There are bikes and bike parts you can’t even give away. I know, because people give them to me. It’s easier for some folks to give parts to others (like me), because they themselves can’t scrap them. For a while I’d take them. I was the Ellis Island for old bikes and parts. Some of them you could put 2 hours and $40 of parts into and have yourself a nice $25 bike. Even then the only people who’d buy it are those that didn’t have $25, and would take it for free.

Just like the realization that there is probably enough food in the world (considering all the food waste and stored excess), but that the problem of feeding everyone is more one of distribution and inequality, I realized there are probably enough bikes in the world for anyone who wants one. Ask any bike co-op. Most have plenty of bicycles, but perhaps not enough of those that are particularly desirable. Even if you don’t count the substandard bicycles flooded into the world by mass market retailers that are barely and sometimes not even fit for purpose, I think there are enough bicycles in the world right now to give at least one to anyone of the 8 billion people who wants one.

The problem is where they are and who currently “owns” them.

Millions of modern, ridable bicycles are sitting in piles slowly decomposing from failed bike share schemes from around the world. Greed and regulations keeping them from flowing freely out into use. Millions more are in property lockers recovered by law enforcement but unreturned. Millions more are rescued from the waste-stream by thousands of people like me being held aside, needing only a few hours of TLC and a few parts to return them into use. But like crusty deposits gradually restricting a cycling free flow of materials, accumulated bicycles can reach a tipping point where they clog, block, and overwhelm wherever they end up.

For a long time I heard (normal) voices in my head any time I went to throw an unwanted frame or parts away to recycling. These thoughts would make a case for saving the bike. I would hear a whole lecture on the potential value of that frame, the journey that frame had taken from the crumbs of a long dead star to the formed frame before me, intoning massive guilt if I were to end its journey by putting it into a scrap tip. I would be frozen in my tracks by these internal deliberations, and the detritus of parts, wheels, and frames would start to clog the workspace.

These weren’t things that were desirable or easily sold either. One frame in particular is a huge vintage steel viscount frame that has gone through a half dozen folks like me, each one unwilling to end the “story of the frame”, but no one wanting to ride it. So many Huret derailleurs, so many stem shifters, so many kickstands, Shimano altus brakes with broken plastic bits, narrow 3 speed fenders, narrow 70’s drop bars, and tons of other parts that are ubiquitous because no one wants them unless they are both pristine and rare examples.

Even when I would finally convince myself that no one needs or wants these parts anymore, anywhere… a voice whispers, “What about for art projects?” and I am again frozen. I imagine a robot skeleton made of bike parts.

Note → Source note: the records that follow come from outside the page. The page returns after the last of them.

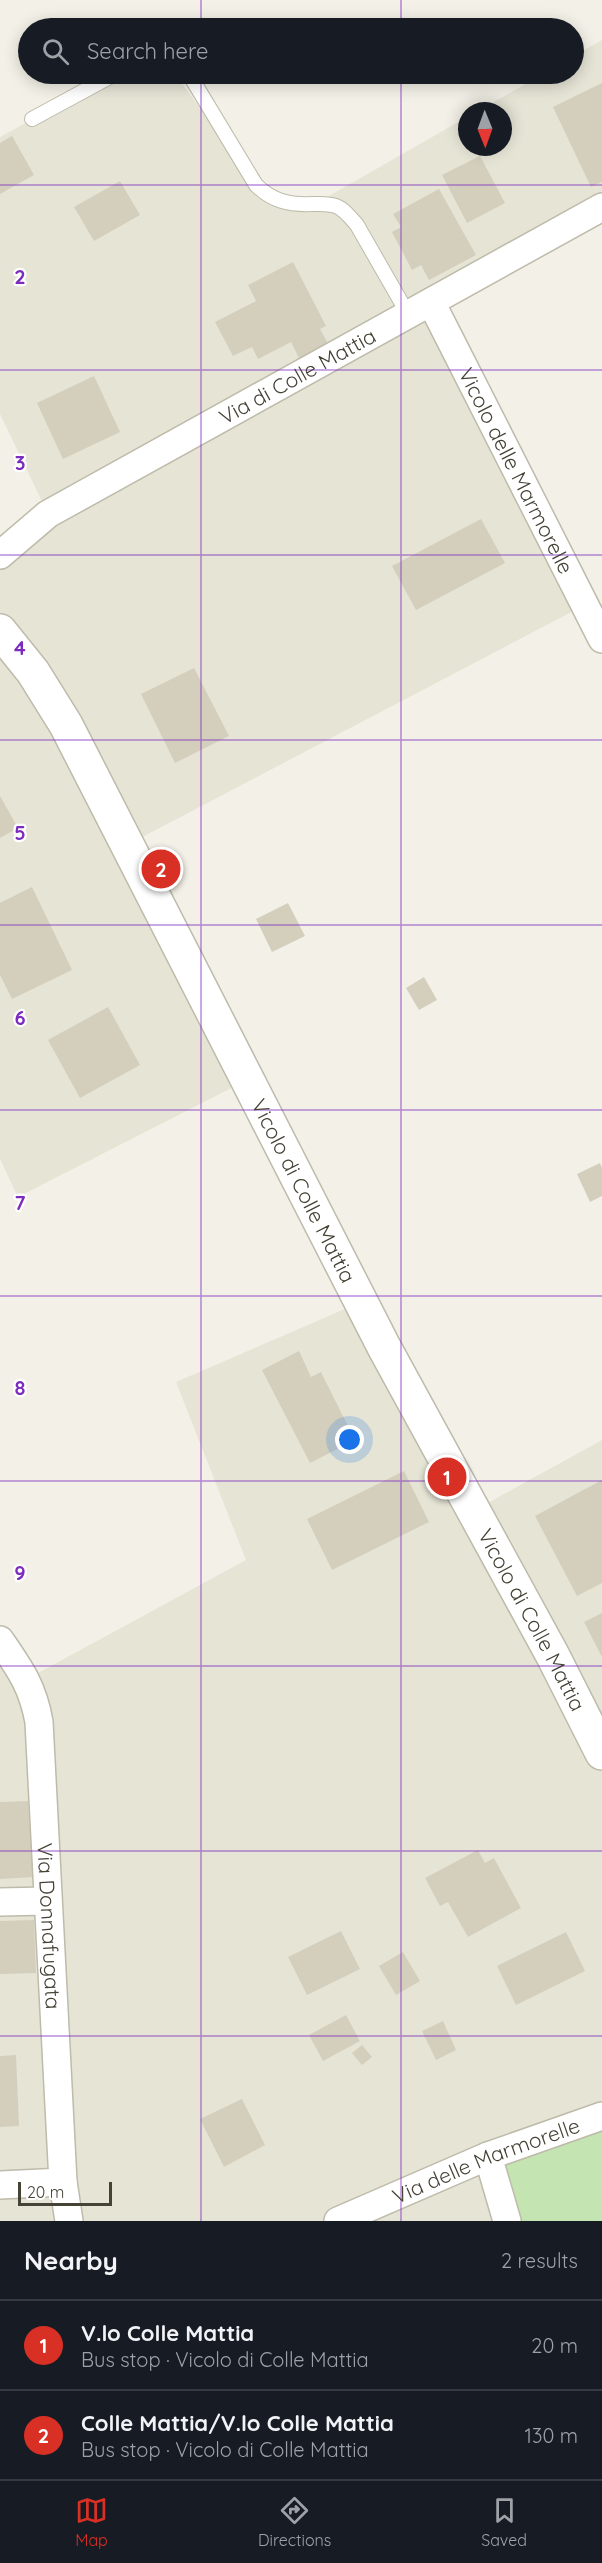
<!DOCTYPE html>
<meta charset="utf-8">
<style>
body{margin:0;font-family:Quicksand,sans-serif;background:#20242c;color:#f1f3f6}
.compass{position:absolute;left:458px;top:102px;width:54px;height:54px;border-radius:50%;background:#171b24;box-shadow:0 3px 15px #0003;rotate:179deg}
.scale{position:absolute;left:18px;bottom:15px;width:94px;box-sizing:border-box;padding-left:6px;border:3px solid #454236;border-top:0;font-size:16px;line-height:21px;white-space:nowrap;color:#454236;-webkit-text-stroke:4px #fff;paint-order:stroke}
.you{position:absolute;left:350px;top:1440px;width:21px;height:21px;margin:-15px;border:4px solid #fff;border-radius:50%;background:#1a73e8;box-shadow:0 0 0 9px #1a73e833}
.badge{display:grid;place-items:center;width:39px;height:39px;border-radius:50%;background:#d93025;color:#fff;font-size:20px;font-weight:700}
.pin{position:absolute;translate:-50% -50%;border:3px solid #fff;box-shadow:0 2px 6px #0006}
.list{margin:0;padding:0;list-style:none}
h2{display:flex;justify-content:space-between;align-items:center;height:78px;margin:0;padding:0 24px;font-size:26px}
h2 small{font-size:20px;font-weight:400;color:#9ea1a6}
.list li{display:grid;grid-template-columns:39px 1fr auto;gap:18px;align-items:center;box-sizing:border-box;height:90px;padding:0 24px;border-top:2px solid #363941}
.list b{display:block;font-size:22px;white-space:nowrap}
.list p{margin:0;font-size:20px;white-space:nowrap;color:#9ea1a6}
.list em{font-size:20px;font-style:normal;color:#9ea1a6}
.icon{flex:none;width:33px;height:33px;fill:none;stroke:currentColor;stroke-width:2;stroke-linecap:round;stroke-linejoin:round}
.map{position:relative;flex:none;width:602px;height:2221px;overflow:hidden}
.search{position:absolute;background:#171b24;box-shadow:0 3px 15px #0003;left:18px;right:18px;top:18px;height:66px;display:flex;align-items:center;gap:15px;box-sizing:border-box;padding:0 21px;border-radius:33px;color:#9ea1a6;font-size:22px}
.sheet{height:258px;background:#171b24}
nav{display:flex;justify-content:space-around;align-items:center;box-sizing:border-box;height:84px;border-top:2px solid #363941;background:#171b24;font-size:16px;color:#9ea1a6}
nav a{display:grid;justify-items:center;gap:3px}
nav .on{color:#d93025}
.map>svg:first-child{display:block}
.residential{fill:#e6e4d5}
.green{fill:#c4e5b1}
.building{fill:#d4cfbd}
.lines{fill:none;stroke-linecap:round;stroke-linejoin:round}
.service-casing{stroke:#bebbaa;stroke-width:16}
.minor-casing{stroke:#bebbaa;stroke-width:30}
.tertiary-casing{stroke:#bebbaa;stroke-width:36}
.service{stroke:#fff;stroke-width:14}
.minor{stroke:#fff;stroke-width:27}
.tertiary{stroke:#fff;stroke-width:33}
.grid{fill:none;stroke:#7b2cbf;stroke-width:1.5;stroke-opacity:0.55}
.labels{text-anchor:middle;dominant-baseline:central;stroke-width:4.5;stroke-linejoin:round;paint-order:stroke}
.street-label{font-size:21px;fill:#454236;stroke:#fff}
.grid-label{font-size:20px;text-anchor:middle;font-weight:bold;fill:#7b2cbf;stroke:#fff;stroke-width:4.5;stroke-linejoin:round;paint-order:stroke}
</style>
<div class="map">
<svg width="602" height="2221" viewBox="0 0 602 2221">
<rect width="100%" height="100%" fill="#f3f1e7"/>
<!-- residential -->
<g class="residential">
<path d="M602 40V207L431 302 585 605 127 845 247 1080 18 1197 0 1159V546L48 514 0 414V137L115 74H175L256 185 282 202 315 204 467 117V147H503V111H478L543 74H574V56Z"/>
<path d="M361 1302 473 1511 602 1440V2126L507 2221H0V1640L27 1679 246 1560 176 1382Z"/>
</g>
<!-- green -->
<path class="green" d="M602 2126V2221H507L488 2156Z"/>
<!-- building -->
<g class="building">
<path d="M602 83V182L591 187 553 107Z"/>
<path d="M12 136 34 175 0 194V143Z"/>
<path d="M480 156 505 203 467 223 442 175Z"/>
<path d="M120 181 140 215 94 241 74 207Z"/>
<path d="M439 189 476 255 429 280 421 265 412 270 392 232 401 227 393 214Z"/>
<path d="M293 262 326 326 320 329 331 349 302 364 291 342 258 359 252 347 233 356 215 322 256 301 248 285Z"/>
<path d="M94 376 120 432 63 459 37 403Z"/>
<path d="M481 519 505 563 416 610 392 566Z"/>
<path d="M194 668 229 736 175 763 141 694Z"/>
<path d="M0 796 18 828 0 838Z"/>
<path d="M32 887 72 970 12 999 0 975V903Z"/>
<path d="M288 903 305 936 272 952 256 919Z"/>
<path d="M424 977 437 1000 419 1010 406 988Z"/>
<path d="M108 1007 140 1065 80 1098 48 1040Z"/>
<path d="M600 1163 602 1168V1196L590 1202 577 1174Z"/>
<path d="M299 1351 311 1377 321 1372 355 1440 310 1463 262 1370Z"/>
<path d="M404 1471 429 1522 332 1570 307 1519Z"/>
<path d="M602 1480V1583L577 1596 535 1516Z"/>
<path d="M602 1613V1657L584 1622Z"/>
<path d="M28 1801 33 1877 0 1879V1802Z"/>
<path d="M478 1850 485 1863 494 1858 521 1908 468 1937 448 1902 440 1906 425 1878Z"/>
<path d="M34 1920 36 1973 0 1974V1921Z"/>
<path d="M341 1931 360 1969 307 1995 288 1957Z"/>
<path d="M566 1932 585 1971 516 2005 497 1966Z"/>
<path d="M403 1952 420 1981 396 1995 379 1966Z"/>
<path d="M346 2015 360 2041 323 2061 309 2035Z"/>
<path d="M443 2021 456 2050 436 2060 422 2031Z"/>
<path d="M362 2045 372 2057 362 2065 352 2053Z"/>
<path d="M16 2055 19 2126 0 2127V2056Z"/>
<path d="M242 2099 265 2145 224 2167 200 2119Z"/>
</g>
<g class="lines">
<defs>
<g id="service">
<path d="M189 74 256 185C272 201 289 205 312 204 320 204 328 203 336 206 344 209 351 218 357 225L408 314"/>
<path d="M32 119 115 74"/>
</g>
<g id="minor">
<path id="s1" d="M431 302 602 639"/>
<path id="s2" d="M0 555 48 514 602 207"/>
<path id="s3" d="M0 1640C20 1669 33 1687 39 1722L63 2182 69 2221"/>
<path d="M0 1902 47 1901"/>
<path d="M488 2156 507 2221"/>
<path d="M0 2185 63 2182"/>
<path id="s4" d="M338 2221 488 2156 602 2116"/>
</g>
<g id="tertiary">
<path id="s5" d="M0 631 33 672 66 725 384 1347 553 1656 602 1753"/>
</g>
</defs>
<!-- service casing -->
<use href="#service" class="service-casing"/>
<!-- minor casing -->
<use href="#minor" class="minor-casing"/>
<!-- tertiary casing -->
<use href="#tertiary" class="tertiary-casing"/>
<!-- service -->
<use href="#service" class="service"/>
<!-- minor -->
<use href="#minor" class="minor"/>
<!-- tertiary -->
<use href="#tertiary" class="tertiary"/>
</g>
<!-- grid -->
<path class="grid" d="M201 0V28M401 0V28M201 74V2221M401 74V2221M0 185H602M0 370H602M0 555H602M0 740H602M0 925H602M0 1110H602M0 1296H602M0 1481H602M0 1666H602M0 1851H602M0 2036H602"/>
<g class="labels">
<!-- street labels -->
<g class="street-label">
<text stroke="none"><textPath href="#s2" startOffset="348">Via di Colle Mattia</textPath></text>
<text stroke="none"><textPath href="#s1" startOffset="189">Vicolo delle Marmorelle</textPath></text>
<text stroke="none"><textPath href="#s5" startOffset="638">Vicolo di Colle Mattia</textPath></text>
<text stroke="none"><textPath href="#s5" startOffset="1124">Vicolo di Colle Mattia</textPath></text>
<text stroke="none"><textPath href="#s3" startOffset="296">Via Donnafugata</textPath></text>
<text stroke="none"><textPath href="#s4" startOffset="160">Via delle Marmorelle</textPath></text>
</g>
</g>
<g class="grid-label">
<text x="20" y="284">2</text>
<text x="20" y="470">3</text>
<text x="20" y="655">4</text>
<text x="20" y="840">5</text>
<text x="20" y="1025">6</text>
<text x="20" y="1210">7</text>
<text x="20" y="1395">8</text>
<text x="20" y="1580">9</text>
</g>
</svg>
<svg class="compass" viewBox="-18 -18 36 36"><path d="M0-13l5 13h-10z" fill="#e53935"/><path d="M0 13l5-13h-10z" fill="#9ea1a6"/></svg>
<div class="scale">20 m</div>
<div class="you"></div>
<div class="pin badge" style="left:447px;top:1477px">1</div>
<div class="pin badge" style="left:161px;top:869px">2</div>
<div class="search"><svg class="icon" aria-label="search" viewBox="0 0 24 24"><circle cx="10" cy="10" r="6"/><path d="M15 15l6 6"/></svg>Search here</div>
</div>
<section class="sheet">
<h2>Nearby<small>2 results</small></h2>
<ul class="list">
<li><span class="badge">1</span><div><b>V.lo Colle Mattia</b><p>Bus stop · Vicolo di Colle Mattia</p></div><em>20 m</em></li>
<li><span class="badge">2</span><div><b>Colle Mattia/V.lo Colle Mattia</b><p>Bus stop · Vicolo di Colle Mattia</p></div><em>130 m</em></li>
</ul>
</section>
<nav>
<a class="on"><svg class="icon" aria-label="map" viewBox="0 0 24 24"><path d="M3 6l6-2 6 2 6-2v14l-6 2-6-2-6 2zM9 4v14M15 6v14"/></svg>Map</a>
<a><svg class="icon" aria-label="directions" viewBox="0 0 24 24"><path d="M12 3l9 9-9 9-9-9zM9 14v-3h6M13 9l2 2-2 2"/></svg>Directions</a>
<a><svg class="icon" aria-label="saved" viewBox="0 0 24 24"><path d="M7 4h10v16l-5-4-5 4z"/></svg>Saved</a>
</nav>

I think of a possible butterfly sculpture for next years Bicycles on Main event using those two old police bike frames. The torrent of thoughts is exhausting. Eventually I corral things back into perspective.

With some meditation, visualization, support from my family, rewatching a lot of Tidy Up with Marie Kondo, and doing the hard emotional baby steps of decluttering, I brought two recycle bins full of old parts to the transfer station. I reorientated my whole stagnant workshop and purged constipated piles of parts so that I could “breathe” again as a bike mechanic, and work could FLOW through my doors.

I realized that the bike that was in one work-stand was there for 4 months and the other for 2. I pushed through the two month bike and got it ready to donate, using the empty stand to do the same to two more. With 3 bikes out of the way, and momentum building, I painted my tool walls a fresh color, removed some cluttering decals that no longer made me smile, and freshened up the cats lounging bins.

So while some people joke about n+1 being the root to their happiness, I know that for me, n-1 is my path forward.